(Data excerpts)
■ ■ ■ ■ ■
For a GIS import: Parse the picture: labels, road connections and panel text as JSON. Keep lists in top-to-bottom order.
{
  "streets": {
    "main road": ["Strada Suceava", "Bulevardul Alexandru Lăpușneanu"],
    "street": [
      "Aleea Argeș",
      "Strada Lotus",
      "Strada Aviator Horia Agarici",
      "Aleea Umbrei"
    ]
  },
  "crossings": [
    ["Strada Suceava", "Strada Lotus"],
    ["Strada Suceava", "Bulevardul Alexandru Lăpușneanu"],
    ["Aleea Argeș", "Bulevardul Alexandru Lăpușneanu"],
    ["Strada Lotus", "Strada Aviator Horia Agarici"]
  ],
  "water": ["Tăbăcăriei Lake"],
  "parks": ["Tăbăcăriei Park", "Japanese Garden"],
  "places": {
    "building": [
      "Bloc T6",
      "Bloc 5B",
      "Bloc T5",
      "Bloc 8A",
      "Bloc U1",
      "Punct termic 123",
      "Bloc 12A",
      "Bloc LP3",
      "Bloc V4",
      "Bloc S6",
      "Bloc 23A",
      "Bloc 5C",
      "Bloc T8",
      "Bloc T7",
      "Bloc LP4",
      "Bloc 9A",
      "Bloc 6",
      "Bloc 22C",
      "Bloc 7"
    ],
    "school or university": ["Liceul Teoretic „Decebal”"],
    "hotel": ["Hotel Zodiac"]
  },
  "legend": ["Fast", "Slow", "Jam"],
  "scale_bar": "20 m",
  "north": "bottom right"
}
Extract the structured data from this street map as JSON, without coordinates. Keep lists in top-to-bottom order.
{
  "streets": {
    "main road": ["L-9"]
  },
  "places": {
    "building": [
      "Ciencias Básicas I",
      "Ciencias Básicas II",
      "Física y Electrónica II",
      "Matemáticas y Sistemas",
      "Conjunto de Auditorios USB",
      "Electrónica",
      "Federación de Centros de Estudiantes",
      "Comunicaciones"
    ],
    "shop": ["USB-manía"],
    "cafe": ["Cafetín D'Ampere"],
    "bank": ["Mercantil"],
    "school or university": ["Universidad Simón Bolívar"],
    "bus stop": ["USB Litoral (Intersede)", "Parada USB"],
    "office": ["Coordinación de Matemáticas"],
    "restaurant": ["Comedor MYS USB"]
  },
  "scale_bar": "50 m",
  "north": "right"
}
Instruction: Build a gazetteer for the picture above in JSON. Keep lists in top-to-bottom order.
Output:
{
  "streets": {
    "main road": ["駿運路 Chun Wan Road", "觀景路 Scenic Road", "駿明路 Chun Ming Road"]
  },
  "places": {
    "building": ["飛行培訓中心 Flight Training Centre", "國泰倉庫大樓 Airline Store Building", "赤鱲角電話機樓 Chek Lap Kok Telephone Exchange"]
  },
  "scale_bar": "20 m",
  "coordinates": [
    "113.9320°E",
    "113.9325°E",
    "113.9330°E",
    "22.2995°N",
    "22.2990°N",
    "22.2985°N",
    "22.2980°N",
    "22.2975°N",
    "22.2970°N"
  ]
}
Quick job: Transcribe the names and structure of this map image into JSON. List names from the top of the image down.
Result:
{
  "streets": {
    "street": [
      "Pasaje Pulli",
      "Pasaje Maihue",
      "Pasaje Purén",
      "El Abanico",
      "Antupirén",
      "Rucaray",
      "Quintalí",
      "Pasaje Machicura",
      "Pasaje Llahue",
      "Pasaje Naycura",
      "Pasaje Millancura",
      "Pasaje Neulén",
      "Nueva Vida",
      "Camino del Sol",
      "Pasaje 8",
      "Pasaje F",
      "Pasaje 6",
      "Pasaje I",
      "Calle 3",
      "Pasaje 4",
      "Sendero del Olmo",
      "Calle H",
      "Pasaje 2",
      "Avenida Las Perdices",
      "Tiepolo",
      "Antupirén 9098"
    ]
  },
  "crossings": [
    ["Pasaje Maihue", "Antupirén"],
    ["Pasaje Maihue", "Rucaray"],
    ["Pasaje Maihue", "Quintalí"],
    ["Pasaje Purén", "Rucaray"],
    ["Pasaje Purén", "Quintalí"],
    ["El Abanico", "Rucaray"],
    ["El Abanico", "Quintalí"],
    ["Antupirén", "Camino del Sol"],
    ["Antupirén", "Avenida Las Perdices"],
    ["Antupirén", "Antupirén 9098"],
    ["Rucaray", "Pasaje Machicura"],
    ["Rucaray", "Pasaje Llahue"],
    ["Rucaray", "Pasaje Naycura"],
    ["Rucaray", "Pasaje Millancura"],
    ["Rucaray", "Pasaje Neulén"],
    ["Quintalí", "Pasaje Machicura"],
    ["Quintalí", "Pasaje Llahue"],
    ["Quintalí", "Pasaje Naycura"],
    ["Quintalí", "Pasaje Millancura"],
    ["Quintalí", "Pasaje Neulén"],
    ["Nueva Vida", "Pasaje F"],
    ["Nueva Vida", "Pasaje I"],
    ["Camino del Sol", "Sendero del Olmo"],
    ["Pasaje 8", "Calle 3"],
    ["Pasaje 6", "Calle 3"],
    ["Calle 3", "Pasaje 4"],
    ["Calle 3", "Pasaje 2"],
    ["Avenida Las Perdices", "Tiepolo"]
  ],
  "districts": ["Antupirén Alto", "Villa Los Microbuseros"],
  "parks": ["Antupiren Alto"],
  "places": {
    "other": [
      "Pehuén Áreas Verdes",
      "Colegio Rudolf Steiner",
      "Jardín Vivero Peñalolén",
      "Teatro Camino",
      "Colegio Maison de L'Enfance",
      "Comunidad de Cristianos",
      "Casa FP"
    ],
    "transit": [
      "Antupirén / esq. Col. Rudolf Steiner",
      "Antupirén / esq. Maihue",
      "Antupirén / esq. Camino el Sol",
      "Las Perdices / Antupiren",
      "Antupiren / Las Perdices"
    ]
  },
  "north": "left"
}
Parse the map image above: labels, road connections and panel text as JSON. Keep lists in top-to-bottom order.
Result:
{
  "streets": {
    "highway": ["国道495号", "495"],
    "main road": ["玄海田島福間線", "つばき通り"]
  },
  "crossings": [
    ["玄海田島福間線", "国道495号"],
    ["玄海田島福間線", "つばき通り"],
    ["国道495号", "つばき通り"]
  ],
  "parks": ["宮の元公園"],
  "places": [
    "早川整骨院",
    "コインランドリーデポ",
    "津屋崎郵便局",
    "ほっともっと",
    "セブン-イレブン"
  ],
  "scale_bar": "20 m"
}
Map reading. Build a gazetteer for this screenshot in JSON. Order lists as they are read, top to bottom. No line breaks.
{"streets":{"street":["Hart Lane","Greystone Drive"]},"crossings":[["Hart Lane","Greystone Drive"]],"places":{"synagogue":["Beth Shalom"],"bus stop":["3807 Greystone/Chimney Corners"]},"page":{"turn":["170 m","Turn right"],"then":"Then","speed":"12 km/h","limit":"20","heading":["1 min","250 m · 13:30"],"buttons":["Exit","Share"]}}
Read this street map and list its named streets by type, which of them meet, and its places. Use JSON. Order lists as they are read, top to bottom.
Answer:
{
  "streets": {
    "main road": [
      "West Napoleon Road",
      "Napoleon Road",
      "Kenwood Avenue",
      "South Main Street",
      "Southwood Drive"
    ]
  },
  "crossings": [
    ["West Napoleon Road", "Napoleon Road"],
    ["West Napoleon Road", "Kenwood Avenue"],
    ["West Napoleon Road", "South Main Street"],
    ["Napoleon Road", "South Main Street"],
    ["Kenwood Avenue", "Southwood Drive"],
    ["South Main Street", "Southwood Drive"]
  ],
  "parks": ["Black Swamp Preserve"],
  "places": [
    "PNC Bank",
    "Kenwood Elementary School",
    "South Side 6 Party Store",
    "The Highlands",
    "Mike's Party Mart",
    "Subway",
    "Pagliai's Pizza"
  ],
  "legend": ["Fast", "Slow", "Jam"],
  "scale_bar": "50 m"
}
■ ■ ■ ■ ■
# [Work order]
Your task is to collect every line above that contains the word "image".

# [Written answer]
Quick job: Transcribe the names and structure of this map image into JSON. List names from the top of the image down.
Parse the map image above: labels, road connections and panel text as JSON. Keep lists in top-to-bottom order.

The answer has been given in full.